2017-01-28郭欣瑞陕西师范大学新闻与传播学院710062

大众文艺 2017年5期
关键词:胡蝶女明星皇后

郭欣瑞 (陕西师范大学新闻与传播学院 710062)

二十世纪三十年代“电影皇后”选举机制研究

郭欣瑞 (陕西师范大学新闻与传播学院 710062)

在二十世纪三十年代前后,电影女明星在上海是一个引人注目的社会群体。在多重利益的驱使下,各大媒体在这一群体中发起“电影皇后”选举活动,张织云、胡蝶、阮玲玉、陈玉梅等女明星纷纷问鼎“电影皇后”的宝座。但与此同时,有关“电影皇后”选举活动的公正性却众说纷纭。本文通过对以上六位“电影皇后”的选举制度及选举标准进行分析,试图还原女星们真实的“加冕”之路。

电影皇后;二十世纪三十年代;审美

随着电影东来,奥斯卡电影最佳女主角选举的风习也如影随形传入了中国上海。早在1926年,明星影片公司的女演员张织云就曾夺得新世界游乐场发起的“电影皇后”选举活动的桂冠,成为中国第一位“影后”。到30年代前中期,明星影片公司的头牌女星胡蝶当选为第二届的“电影皇后”。随后类似评选活动举办过多次,胡蝶、阮玲玉、陈玉梅都得以荣膺桂冠。40年代初期,《青春电影》和《上海日报》又推出了陈云裳和周璇两位“电影皇后”后,这股风靡上海滩的选美热潮才开始慢慢褪去。

一、客观研究——选举制度

1.选举制度的严格性

上海新世界游乐场、《明星日报》和《影戏生活》等发起“电影皇后”选举活动的主办方们,目的只有一个——扩大自身影响力,提高自身知名度。所以无论哪位电影明星最终赢得殊荣,于主办方都不会有任何的利益损失。而且,如若在选举过程中弄虚作假,就有被广大群众发现的可能性,反而会落得一个坏名声。因此,各大主办方在进行赛事宣传和说明时都竭力强调选举的公开透明,以示选举结果的公平与公正。

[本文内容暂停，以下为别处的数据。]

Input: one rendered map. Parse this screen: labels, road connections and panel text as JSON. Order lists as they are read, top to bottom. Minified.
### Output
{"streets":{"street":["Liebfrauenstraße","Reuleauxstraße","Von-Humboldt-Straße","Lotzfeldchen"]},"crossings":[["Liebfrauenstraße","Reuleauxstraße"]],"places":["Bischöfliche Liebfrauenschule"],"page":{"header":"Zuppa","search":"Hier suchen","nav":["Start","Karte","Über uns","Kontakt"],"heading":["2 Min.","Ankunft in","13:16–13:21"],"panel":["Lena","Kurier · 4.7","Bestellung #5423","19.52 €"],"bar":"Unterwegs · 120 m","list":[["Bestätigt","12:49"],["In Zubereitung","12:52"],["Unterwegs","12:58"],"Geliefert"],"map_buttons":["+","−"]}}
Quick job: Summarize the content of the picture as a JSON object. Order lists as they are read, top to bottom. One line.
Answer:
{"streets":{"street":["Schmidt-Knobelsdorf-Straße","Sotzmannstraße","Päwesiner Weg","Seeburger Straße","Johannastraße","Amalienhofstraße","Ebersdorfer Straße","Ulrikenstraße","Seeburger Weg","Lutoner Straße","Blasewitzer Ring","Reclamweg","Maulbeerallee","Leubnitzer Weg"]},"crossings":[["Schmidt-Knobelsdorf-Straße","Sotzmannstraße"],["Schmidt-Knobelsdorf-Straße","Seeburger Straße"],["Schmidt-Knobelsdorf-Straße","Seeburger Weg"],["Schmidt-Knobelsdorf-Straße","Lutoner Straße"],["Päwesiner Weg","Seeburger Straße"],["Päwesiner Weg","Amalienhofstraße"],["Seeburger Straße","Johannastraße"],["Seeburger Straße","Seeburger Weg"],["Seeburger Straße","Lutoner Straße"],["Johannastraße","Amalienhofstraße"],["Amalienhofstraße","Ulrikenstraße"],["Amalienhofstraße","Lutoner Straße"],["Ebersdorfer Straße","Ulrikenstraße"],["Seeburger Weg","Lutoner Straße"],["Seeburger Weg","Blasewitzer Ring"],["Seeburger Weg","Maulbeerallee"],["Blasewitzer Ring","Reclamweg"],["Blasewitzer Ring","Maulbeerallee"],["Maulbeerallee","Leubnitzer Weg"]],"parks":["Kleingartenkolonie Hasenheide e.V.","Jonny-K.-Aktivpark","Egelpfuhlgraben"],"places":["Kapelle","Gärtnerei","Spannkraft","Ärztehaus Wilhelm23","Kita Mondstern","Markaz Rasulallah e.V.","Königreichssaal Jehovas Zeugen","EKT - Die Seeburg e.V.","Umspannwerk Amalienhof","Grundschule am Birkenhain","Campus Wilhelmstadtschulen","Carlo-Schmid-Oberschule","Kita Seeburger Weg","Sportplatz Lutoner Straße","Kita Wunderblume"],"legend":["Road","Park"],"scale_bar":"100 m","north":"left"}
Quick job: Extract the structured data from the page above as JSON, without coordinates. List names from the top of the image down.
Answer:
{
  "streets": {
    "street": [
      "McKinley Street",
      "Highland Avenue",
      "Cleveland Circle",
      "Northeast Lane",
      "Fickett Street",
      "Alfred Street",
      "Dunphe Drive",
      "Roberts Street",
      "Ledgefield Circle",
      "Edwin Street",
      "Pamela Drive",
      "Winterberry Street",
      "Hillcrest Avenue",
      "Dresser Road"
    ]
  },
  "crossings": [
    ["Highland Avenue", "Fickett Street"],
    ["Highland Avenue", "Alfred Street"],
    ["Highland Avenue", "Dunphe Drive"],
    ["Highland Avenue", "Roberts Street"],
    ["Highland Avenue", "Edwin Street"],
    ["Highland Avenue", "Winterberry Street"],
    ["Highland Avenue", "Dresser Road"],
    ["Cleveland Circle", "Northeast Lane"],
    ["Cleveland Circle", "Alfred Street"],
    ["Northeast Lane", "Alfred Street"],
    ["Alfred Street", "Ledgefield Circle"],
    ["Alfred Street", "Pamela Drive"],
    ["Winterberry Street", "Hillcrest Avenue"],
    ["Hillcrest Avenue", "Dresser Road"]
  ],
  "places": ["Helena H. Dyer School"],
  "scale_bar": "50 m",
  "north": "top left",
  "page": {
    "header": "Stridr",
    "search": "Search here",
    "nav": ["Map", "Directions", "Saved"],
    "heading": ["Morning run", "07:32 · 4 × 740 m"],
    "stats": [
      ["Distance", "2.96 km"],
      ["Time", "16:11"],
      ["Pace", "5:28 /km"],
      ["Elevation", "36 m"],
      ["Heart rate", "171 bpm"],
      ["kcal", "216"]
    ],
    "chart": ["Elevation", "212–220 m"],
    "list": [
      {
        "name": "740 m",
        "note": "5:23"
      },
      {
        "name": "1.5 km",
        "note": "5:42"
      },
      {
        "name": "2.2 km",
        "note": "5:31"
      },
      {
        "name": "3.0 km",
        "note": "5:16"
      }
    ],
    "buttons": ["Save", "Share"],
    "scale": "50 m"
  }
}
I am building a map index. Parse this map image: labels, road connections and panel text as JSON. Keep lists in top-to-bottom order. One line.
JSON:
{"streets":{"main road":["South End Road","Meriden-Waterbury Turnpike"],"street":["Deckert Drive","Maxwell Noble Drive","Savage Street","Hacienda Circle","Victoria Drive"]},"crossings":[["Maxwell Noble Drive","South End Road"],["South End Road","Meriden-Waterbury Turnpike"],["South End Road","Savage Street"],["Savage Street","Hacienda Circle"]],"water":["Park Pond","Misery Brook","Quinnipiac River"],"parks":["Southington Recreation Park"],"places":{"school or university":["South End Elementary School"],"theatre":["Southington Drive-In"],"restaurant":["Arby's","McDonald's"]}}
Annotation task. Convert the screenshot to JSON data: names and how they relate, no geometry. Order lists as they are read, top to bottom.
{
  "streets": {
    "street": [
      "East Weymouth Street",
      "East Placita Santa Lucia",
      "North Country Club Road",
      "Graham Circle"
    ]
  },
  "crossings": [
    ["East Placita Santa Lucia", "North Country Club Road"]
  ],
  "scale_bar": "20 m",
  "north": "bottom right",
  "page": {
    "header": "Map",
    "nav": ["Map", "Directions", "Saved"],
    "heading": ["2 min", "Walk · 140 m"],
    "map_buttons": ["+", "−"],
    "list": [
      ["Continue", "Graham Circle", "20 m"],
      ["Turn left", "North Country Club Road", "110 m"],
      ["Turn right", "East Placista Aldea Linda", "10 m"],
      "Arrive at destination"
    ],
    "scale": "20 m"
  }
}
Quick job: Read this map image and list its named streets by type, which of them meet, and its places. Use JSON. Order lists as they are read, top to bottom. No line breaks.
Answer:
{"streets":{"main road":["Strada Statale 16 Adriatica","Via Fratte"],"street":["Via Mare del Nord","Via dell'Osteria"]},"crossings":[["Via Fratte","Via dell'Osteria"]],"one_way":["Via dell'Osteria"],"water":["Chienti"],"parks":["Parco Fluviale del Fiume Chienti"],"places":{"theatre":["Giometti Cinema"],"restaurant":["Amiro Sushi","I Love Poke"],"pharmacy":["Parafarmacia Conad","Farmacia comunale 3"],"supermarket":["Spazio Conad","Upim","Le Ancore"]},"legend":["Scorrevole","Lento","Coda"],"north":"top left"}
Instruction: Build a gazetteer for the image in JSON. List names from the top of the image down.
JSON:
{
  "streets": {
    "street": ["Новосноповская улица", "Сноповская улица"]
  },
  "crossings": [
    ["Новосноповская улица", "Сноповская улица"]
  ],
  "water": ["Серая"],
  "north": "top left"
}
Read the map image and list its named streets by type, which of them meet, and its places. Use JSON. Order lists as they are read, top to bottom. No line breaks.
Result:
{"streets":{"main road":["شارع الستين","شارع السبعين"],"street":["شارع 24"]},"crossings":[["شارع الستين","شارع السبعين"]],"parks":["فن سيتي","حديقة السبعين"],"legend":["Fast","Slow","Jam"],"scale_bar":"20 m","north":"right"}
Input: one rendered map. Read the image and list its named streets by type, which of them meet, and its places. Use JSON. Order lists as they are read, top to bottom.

1926年,第一届“电影皇后”选举作为上海新天地游乐场举办的“电影博览会”中一项会议的内容出现,由《新世界报》联合《申报》和《新闻报》共同进行选举活动的宣传方并充当投票媒介。新天地刊登《选举启示》表白其发起选举活动的初衷“庶使银幕隽材得公正之评判,银灯韵事永留艳影于尘寰。”还说明了“电影皇后”的选举办法:“由观众投票选出十二名电影女明星作为候选人,再对候选人进行复选,得票最多者即当选为‘电影皇后’”。选票印在每日发行的《新世界报》《申报》和《新闻报》上,一说是由观众填写完毕后投入新天地游乐场内密封的投票箱内,另一说是将选票或报纸邮寄回报社。经过近一个月的投票后,初选结果在新天地游乐场开票,邀请了两位律师做公证人,还临时邀请两位游客上台监察开票过程。1张织云以最高票当选初选第一名,但不知何故原本计划的复选却悄无声息的消失了。新天地为此次选举活动的公平性做了大量文章,反复强调律师公证的行为。影响最大的第二届“电影皇后”选举在1933年元旦由《明星日报》创刊人陈蝶衣发起。他在《明星日报》的创刊号上刊登了一则《电影皇后选举大会启示》,启示中还有选举的具体执行方式:“在《明星日报》上附印选票,使之随报自然流散”。然后将选票放进特制的选举箱里,为期两个月。这次选举的创新之处就在《明星日报》和《影戏生活》中设置了一个“今日票数揭晓”的栏目,将每位投票者的姓名及被选举人当天的得票数及前一天的得票数公诸报端。这种记名式的投票方式保证了票数的公平公正,很大程度上避免了假票、买票和重复票,如此的开诚布公或许也是此次选举活动影响范围之广,影响程度之深的原因。

2.选举制度的质疑

选美比赛无论怎样开诚布公总是逃脱不掉“黑幕”话题。事实上,在当时的上海媒体和电影公司是相互依存的关系,而且印刷媒介在二三十年代有关电影女明星的话语塑造中起了重要的作用,是银幕之外女明星重要的表演场域。于是,各大电影公司对于“电影皇后”这一宝座的争夺战使得选举活动不再单纯。看似公平公正的“电影皇后”选举活动背后或许也有着电影人和媒体人的利益交易。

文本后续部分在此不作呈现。